◆ **Exercise goal**
Using the data below, gather each line that includes the word "position".

[Records from a collection]
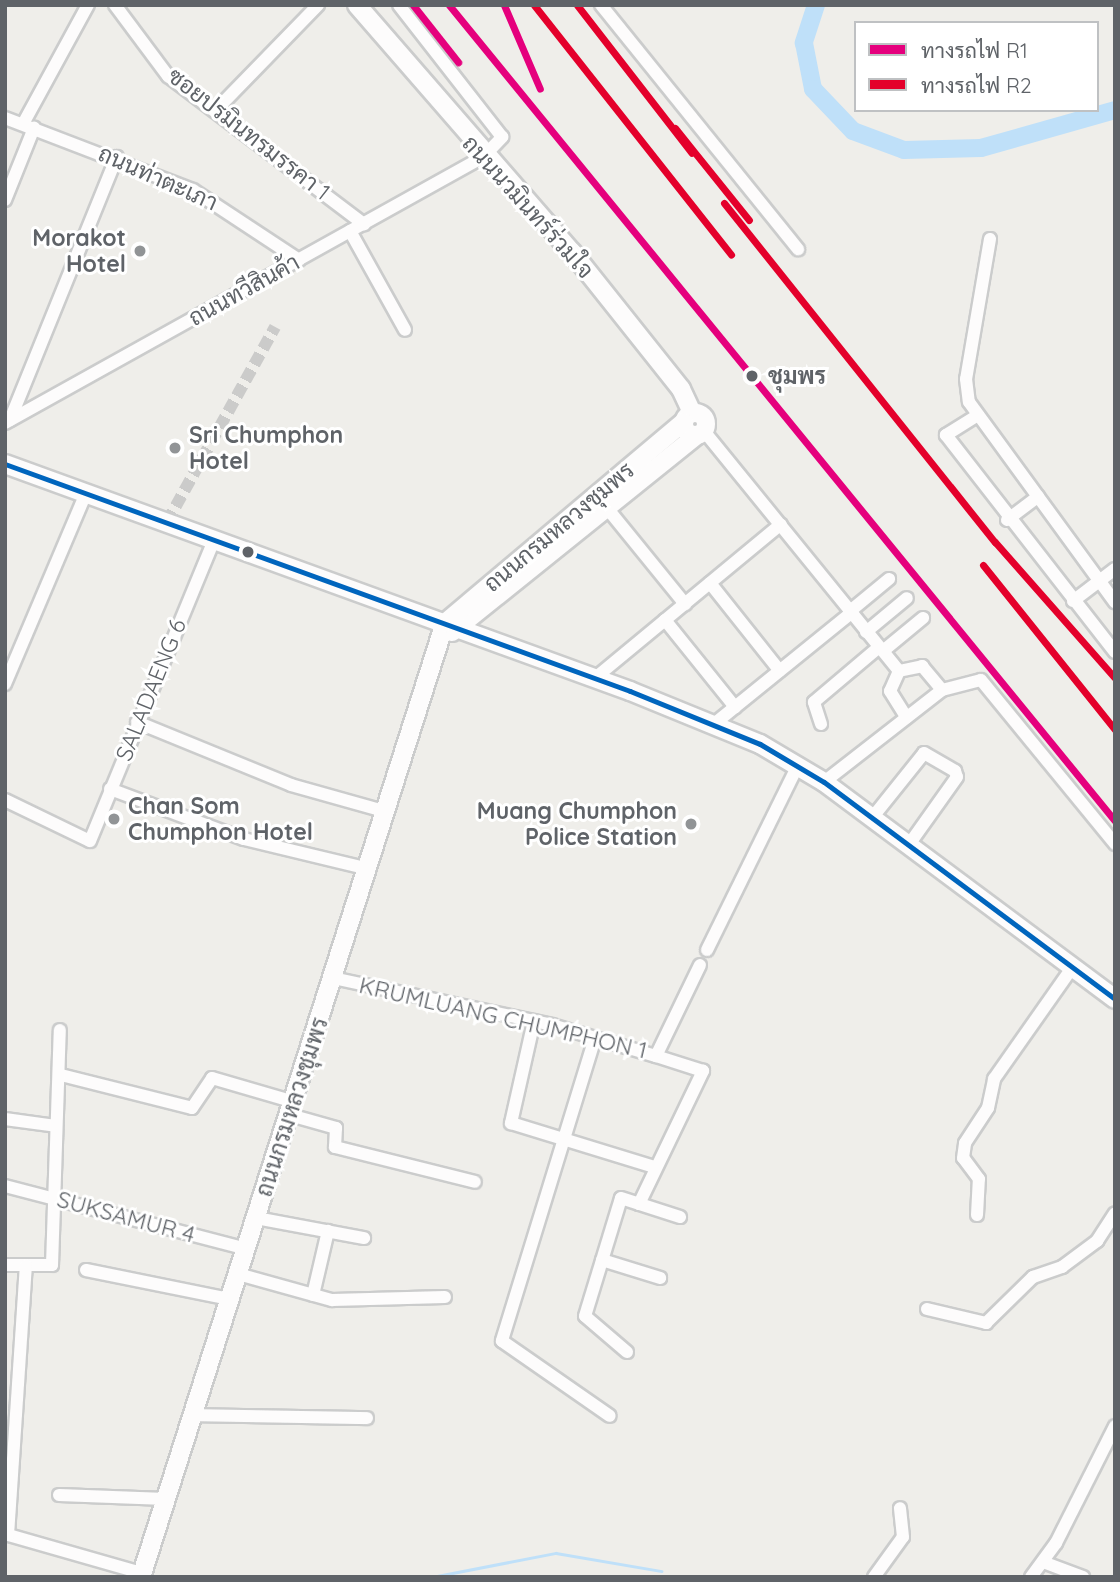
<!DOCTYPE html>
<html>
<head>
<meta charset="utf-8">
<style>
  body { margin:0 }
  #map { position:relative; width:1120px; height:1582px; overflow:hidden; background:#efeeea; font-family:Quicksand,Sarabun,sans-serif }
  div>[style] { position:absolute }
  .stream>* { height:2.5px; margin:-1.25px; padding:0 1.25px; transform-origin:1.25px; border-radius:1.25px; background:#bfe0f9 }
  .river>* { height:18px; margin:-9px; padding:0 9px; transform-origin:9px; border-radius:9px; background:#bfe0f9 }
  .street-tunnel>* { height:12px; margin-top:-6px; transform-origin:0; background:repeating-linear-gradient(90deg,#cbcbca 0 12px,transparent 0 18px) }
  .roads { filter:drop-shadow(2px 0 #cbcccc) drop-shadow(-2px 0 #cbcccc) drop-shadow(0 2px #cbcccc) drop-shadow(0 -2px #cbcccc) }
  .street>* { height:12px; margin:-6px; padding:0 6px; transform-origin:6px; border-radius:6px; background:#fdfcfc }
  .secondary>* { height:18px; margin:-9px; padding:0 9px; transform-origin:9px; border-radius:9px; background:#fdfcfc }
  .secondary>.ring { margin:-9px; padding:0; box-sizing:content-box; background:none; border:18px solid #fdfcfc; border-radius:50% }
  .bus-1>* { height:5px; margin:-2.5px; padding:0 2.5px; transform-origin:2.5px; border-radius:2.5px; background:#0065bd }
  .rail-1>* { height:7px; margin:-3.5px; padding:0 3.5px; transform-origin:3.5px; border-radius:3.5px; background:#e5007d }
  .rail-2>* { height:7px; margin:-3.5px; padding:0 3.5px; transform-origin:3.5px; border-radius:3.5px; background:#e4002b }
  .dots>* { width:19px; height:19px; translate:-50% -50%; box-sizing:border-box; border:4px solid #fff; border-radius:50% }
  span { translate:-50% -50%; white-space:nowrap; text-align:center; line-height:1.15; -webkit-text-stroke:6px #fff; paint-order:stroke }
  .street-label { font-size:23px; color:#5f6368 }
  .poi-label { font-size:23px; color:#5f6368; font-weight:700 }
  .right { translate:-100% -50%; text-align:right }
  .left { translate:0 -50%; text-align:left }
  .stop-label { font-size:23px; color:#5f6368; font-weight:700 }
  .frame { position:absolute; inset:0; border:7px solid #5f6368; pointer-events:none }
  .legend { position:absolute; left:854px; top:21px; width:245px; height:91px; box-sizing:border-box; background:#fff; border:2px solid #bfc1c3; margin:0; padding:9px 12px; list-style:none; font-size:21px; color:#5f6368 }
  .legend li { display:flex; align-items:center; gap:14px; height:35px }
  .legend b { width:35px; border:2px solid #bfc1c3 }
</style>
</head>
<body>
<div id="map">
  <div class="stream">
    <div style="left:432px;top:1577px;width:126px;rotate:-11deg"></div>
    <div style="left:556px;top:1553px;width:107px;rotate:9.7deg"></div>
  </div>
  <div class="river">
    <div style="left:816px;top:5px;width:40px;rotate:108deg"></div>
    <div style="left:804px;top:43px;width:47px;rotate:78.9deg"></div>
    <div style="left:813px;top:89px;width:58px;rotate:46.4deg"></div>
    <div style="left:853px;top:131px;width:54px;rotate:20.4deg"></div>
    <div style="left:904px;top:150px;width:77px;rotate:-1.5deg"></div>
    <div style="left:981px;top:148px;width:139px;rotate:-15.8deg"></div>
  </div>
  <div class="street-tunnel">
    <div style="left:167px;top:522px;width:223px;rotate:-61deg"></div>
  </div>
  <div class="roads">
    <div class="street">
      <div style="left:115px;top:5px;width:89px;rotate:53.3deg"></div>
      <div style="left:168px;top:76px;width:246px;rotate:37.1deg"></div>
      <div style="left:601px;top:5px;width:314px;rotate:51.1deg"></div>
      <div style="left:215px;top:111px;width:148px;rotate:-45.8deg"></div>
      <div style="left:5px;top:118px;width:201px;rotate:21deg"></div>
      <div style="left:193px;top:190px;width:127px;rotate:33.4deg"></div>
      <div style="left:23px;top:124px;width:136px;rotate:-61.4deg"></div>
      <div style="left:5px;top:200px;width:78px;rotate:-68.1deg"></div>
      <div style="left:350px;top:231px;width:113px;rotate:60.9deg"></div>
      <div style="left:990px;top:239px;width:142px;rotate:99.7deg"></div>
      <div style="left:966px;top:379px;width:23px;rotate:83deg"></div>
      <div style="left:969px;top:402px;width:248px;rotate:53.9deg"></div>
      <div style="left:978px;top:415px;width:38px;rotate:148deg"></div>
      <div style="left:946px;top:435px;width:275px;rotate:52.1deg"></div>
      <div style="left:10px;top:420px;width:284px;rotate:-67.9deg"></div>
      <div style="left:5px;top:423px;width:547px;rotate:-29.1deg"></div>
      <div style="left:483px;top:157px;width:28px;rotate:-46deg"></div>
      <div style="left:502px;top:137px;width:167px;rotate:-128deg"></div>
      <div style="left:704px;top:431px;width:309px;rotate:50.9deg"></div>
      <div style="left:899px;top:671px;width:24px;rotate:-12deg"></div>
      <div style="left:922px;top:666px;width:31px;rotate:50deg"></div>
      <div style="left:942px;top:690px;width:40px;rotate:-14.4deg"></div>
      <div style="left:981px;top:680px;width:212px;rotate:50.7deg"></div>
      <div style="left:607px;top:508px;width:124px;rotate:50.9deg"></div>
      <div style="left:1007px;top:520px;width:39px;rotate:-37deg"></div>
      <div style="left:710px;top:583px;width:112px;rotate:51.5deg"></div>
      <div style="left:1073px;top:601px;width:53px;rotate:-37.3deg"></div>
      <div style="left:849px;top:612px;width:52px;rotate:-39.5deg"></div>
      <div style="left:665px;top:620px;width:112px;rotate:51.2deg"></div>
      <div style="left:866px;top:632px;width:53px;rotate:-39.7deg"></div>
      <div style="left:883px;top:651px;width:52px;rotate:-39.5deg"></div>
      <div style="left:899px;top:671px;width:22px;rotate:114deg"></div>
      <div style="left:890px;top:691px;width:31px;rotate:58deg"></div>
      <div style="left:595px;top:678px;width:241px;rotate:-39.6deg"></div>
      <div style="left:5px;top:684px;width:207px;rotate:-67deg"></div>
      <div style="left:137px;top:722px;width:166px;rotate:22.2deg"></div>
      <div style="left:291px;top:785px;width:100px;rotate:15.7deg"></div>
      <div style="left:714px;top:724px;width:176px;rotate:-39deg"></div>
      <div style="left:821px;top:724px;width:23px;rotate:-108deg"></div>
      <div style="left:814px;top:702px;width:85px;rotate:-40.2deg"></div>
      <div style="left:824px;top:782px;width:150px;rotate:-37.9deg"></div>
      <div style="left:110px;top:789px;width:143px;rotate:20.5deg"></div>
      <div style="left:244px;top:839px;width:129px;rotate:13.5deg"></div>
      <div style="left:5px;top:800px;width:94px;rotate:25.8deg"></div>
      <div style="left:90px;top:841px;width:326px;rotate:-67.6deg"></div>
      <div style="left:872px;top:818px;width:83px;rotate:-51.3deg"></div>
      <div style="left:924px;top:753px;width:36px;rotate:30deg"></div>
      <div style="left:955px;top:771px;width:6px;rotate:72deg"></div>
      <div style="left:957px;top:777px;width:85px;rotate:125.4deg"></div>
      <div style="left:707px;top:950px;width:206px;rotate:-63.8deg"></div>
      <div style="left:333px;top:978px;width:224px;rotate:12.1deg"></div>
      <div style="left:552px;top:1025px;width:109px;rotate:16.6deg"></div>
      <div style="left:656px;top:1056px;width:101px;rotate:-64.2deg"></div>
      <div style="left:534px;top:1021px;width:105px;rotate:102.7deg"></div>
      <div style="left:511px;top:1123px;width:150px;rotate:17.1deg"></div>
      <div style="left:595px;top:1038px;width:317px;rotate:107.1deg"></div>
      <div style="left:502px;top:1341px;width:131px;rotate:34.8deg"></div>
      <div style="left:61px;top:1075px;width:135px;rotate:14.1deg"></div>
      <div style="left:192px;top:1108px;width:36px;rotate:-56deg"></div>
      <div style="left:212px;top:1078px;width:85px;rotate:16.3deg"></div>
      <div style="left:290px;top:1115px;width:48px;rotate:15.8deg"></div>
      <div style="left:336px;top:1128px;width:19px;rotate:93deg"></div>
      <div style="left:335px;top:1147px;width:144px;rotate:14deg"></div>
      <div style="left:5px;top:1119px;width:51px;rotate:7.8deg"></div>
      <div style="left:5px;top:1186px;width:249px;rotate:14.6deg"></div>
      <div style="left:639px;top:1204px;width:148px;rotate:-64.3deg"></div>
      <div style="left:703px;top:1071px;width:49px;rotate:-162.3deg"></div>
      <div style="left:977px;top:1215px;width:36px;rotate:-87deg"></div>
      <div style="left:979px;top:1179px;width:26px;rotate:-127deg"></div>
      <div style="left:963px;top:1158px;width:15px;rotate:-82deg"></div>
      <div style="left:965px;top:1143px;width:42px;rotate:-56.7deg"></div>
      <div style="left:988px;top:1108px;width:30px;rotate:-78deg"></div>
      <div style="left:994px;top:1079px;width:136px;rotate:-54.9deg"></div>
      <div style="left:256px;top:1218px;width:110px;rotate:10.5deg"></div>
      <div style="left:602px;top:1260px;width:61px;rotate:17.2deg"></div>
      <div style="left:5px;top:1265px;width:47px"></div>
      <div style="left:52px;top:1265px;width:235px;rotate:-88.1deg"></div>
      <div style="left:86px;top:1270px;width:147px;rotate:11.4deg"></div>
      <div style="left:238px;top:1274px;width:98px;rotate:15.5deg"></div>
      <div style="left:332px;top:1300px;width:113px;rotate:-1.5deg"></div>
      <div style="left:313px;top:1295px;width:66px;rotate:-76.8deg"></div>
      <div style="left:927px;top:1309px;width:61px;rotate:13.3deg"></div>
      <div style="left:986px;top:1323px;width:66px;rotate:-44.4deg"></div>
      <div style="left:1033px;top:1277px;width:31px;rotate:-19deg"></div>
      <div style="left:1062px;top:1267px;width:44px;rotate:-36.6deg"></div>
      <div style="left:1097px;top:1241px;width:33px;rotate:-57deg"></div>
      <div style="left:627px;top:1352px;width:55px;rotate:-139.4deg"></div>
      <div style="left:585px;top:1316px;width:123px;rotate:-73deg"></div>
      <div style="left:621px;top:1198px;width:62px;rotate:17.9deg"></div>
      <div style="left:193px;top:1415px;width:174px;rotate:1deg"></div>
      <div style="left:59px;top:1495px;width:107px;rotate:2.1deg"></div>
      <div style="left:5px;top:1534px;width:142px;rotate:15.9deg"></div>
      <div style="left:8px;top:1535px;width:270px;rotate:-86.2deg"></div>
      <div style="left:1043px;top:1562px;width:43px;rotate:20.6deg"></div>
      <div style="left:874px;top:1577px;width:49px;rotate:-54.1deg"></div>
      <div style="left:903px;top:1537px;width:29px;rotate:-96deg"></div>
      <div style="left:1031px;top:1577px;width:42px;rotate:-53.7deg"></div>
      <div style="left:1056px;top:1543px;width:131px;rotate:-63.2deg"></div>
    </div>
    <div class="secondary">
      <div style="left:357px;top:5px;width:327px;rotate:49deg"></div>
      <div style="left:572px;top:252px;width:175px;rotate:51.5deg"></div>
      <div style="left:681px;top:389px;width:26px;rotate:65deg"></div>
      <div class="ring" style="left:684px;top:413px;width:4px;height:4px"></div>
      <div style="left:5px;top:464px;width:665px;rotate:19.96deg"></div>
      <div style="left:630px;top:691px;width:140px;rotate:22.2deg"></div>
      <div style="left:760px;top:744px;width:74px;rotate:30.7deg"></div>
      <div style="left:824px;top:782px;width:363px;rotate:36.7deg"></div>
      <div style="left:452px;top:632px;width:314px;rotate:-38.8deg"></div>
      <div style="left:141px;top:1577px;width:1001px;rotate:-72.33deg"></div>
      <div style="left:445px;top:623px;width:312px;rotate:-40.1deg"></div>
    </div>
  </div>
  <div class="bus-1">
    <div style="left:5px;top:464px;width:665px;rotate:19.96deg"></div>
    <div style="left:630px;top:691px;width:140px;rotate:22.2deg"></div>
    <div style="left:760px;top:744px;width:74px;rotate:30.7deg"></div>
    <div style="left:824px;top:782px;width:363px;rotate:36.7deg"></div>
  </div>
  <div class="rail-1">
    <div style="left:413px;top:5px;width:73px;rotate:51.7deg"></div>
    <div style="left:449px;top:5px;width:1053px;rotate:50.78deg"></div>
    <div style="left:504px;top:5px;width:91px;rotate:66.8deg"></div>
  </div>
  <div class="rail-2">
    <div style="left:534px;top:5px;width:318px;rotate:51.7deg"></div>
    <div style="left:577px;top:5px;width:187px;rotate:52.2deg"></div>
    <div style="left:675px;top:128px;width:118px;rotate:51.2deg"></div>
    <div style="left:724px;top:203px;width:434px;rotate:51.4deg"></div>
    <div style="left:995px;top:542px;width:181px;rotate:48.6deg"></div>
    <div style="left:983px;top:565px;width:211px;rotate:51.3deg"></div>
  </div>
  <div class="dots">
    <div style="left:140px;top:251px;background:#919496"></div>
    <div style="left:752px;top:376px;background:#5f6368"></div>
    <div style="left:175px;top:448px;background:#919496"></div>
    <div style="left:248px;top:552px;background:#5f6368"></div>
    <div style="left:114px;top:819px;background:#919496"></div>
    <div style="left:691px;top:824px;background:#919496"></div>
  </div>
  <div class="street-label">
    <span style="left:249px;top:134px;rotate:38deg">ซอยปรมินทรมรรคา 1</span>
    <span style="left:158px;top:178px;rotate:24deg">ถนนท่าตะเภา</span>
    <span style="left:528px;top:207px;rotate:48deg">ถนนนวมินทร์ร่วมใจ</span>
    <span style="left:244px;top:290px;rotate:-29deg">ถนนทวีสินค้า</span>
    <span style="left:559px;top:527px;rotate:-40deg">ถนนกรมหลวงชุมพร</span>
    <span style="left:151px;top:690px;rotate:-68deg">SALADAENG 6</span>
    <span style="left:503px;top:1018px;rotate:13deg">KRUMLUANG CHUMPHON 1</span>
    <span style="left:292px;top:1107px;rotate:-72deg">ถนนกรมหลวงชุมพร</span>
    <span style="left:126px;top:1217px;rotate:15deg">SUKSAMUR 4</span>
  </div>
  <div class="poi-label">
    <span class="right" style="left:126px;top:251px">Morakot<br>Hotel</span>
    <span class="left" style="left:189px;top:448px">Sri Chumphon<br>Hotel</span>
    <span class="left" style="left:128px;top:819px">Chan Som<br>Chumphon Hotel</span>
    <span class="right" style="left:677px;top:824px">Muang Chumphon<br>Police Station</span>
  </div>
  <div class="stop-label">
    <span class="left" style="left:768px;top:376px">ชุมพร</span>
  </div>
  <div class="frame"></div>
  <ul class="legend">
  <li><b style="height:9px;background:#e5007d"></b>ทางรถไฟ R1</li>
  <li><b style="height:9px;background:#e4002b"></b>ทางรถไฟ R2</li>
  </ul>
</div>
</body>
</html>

◆ **Reply**
  #map { position:relative; width:1120px; height:1582px; overflow:hidden; background:#efeeea; font-family:Quicksand,Sarabun,sans-serif }
  div>[style] { position:absolute }
  .frame { position:absolute; inset:0; border:7px solid #5f6368; pointer-events:none }
  .legend { position:absolute; left:854px; top:21px; width:245px; height:91px; box-sizing:border-box; background:#fff; border:2px solid #bfc1c3; margin:0; padding:9px 12px; list-style:none; font-size:21px; color:#5f6368 }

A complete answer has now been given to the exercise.